Now, on the first anniversary of my "lump day," I find myself afraid again. This time it is not the unknown I fear, but repitition.

Tomorrow, I will go on for my first round of follow-up testing--a mammogram and an ultrasound. I have had two physical breast exams since the completion of my treatment, but other than that, I have been largely under my own care. This is scary. For months I saw doctors, nurses, and healthcare professionals on a weekly, semi-weekly, or even daily basis. To have not been under the constant care of a doctor in the last four months is intimidating, to say the least, as I head into this round of testing.

Compounding my stress and fear is a completely irrational line of thinking, which I, for reasons unbeknownst to me, continue to entertain. I have this recurring thought that since tomorrow is the beginning of a brand new year (if I start counting with the beginning of my cancer battle) and that it could be the beginning of a brand new cancer battle.

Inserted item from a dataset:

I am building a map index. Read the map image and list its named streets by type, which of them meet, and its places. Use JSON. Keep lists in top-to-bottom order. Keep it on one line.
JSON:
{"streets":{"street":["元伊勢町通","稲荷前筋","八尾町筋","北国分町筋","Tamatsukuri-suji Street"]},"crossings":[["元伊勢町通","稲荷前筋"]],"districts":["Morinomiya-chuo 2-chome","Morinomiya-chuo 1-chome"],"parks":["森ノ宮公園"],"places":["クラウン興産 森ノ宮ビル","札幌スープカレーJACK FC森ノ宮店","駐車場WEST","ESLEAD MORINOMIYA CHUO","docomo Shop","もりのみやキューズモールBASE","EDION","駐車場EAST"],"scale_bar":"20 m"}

I can't expel the thought. I'm trying...I swear.

All this leads me to once again humbly ask for your prayers, thoughts, and well-wishes when I go in tomorrow. If you're one of those people who likes to get specific, I would request that you pray for a clean bill of health--no calcifications or blooms on the mammogram and no dark spots on the ultrasound. If you like to keep it vague and all-encompassing, please just hope and pray for continued health and wellness for me.

My love and appreciation as always!

9 comments:

  1. Prayers and good thoughts headed your way! I am so proud of you. Keep us updated on how tomorrow goes.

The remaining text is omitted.